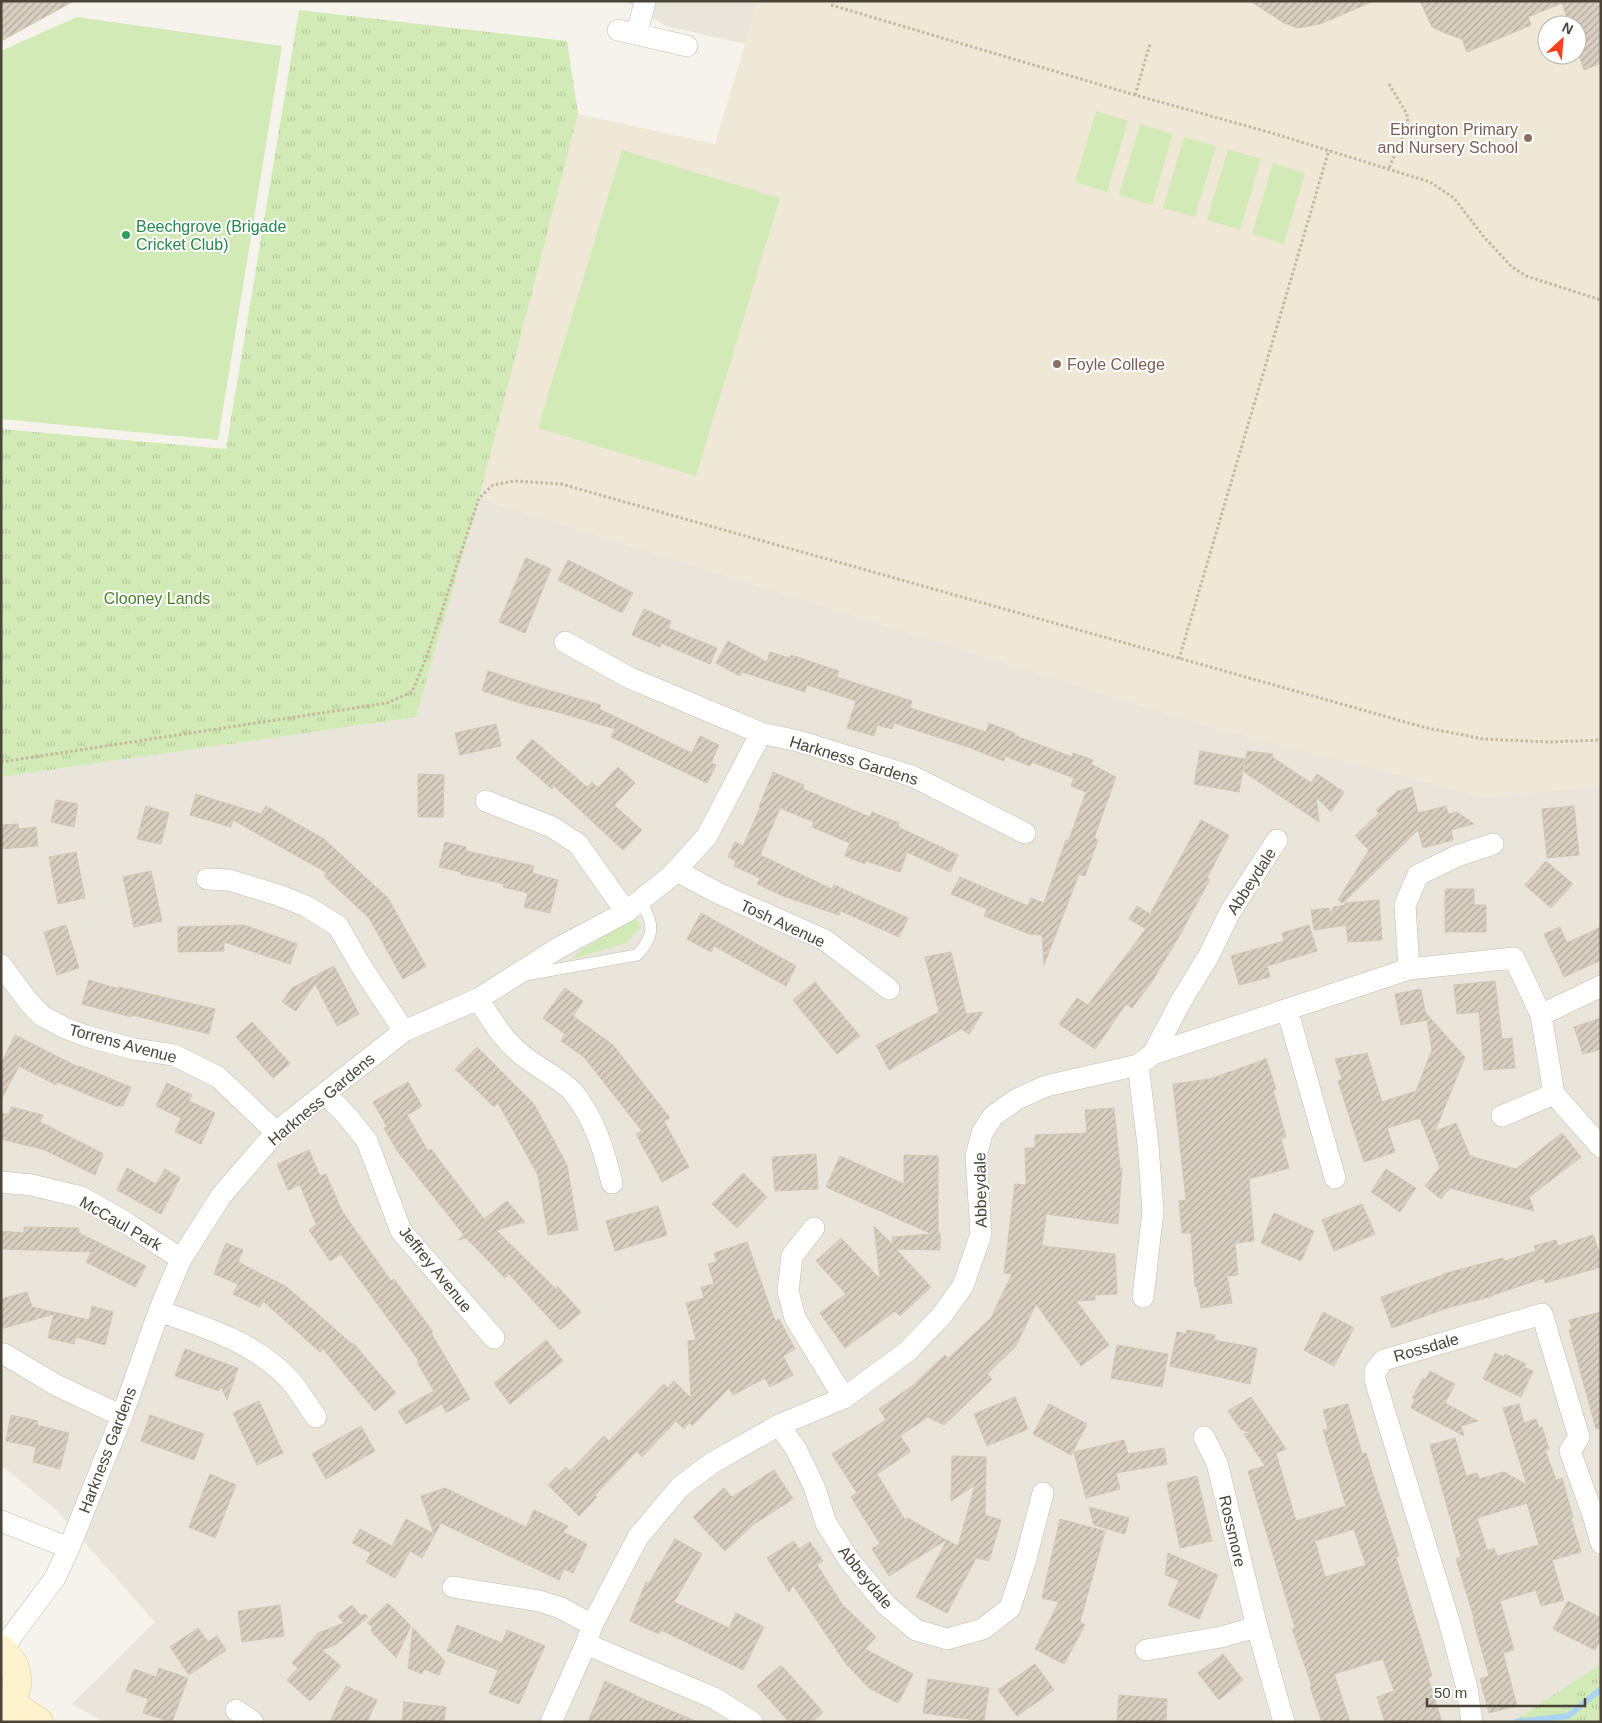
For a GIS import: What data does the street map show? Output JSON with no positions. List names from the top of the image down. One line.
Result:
{"streets":{"street":["Harkness Gardens","Abbeydale","Tosh Avenue","Torrens Avenue","McCaul Park","Jeffrey Avenue","Rossdale","Rossmore"]},"crossings":[["Harkness Gardens","Tosh Avenue"],["Harkness Gardens","Torrens Avenue"],["Harkness Gardens","McCaul Park"],["Harkness Gardens","Jeffrey Avenue"]],"parks":["Clooney Lands"],"places":["Ebrington Primary and Nursery School","Beechgrove (Brigade Cricket Club)","Foyle College"],"scale_bar":"50 m","north":"top right"}
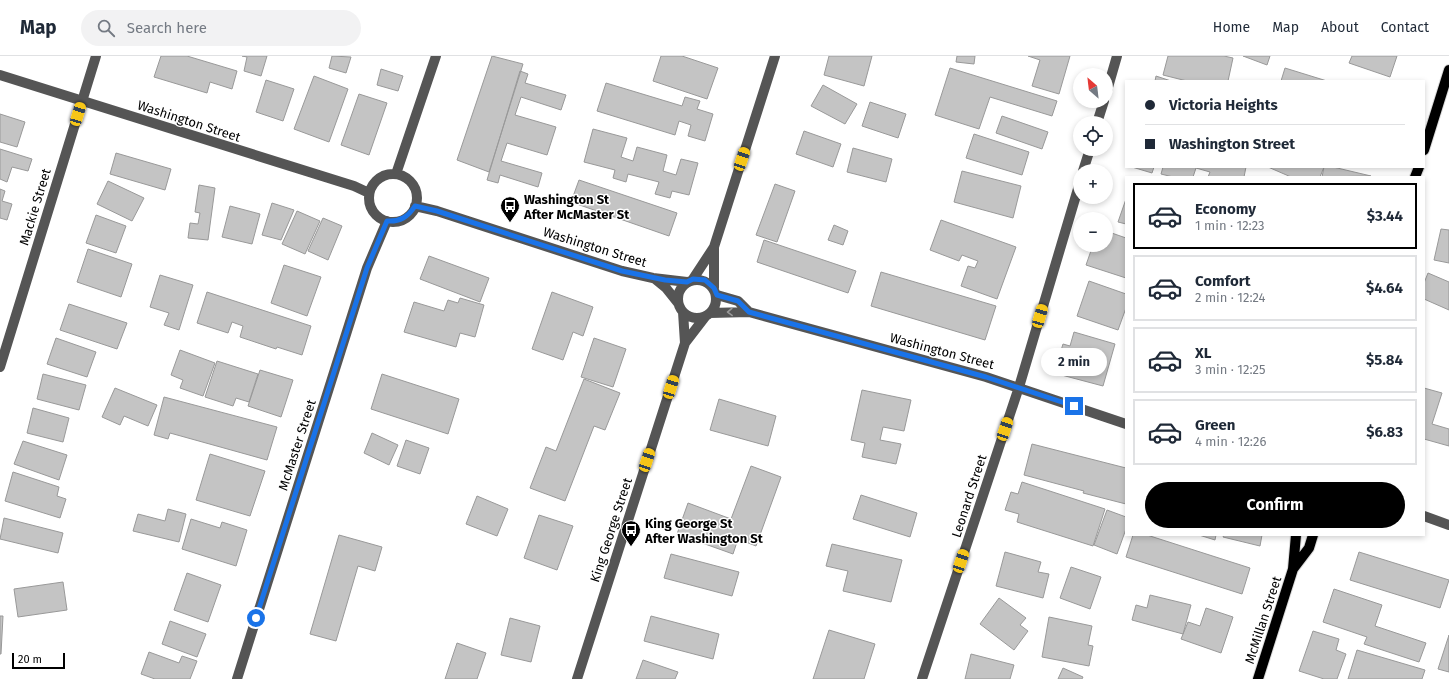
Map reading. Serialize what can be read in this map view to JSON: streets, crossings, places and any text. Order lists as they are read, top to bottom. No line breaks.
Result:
{"streets":{"main road":["McMillan Street"],"street":["Washington Street","Mackie Street","McMaster Street","Leonard Street","King George Street"]},"crossings":[["Washington Street","Mackie Street"],["Washington Street","McMaster Street"],["Washington Street","Leonard Street"],["Washington Street","King George Street"]],"places":{"bus stop":["Washington St After McMaster St","King George St After Washington St"]},"scale_bar":"20 m","north":"top left","page":{"header":"Map","search":"Search here","nav":["Home","Map","About","Contact"],"map_buttons":["+","−"],"banner":["Victoria Heights","Washington Street"],"list":[{"name":"Economy","note":"1 min · 12:23","value":"$3.44"},{"name":"Comfort","note":"2 min · 12:24","value":"$4.64"},{"name":"XL","note":"3 min · 12:25","value":"$5.84"},{"name":"Green","note":"4 min · 12:26","value":"$6.83"}],"bubble":"2 min","buttons":"Confirm","scale":"20 m"}}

Your goal
Restate, word for word, all of the material above, leaving out the images.

Answer to this exercise
For a GIS import: What data does the street map show? Output JSON with no positions. List names from the top of the image down. One line.
Result:
{"streets":{"street":["Harkness Gardens","Abbeydale","Tosh Avenue","Torrens Avenue","McCaul Park","Jeffrey Avenue","Rossdale","Rossmore"]},"crossings":[["Harkness Gardens","Tosh Avenue"],["Harkness Gardens","Torrens Avenue"],["Harkness Gardens","McCaul Park"],["Harkness Gardens","Jeffrey Avenue"]],"parks":["Clooney Lands"],"places":["Ebrington Primary and Nursery School","Beechgrove (Brigade Cricket Club)","Foyle College"],"scale_bar":"50 m","north":"top right"}
Map reading. Serialize what can be read in this map view to JSON: streets, crossings, places and any text. Order lists as they are read, top to bottom. No line breaks.
Result:
{"streets":{"main road":["McMillan Street"],"street":["Washington Street","Mackie Street","McMaster Street","Leonard Street","King George Street"]},"crossings":[["Washington Street","Mackie Street"],["Washington Street","McMaster Street"],["Washington Street","Leonard Street"],["Washington Street","King George Street"]],"places":{"bus stop":["Washington St After McMaster St","King George St After Washington St"]},"scale_bar":"20 m","north":"top left","page":{"header":"Map","search":"Search here","nav":["Home","Map","About","Contact"],"map_buttons":["+","−"],"banner":["Victoria Heights","Washington Street"],"list":[{"name":"Economy","note":"1 min · 12:23","value":"$3.44"},{"name":"Comfort","note":"2 min · 12:24","value":"$4.64"},{"name":"XL","note":"3 min · 12:25","value":"$5.84"},{"name":"Green","note":"4 min · 12:26","value":"$6.83"}],"bubble":"2 min","buttons":"Confirm","scale":"20 m"}}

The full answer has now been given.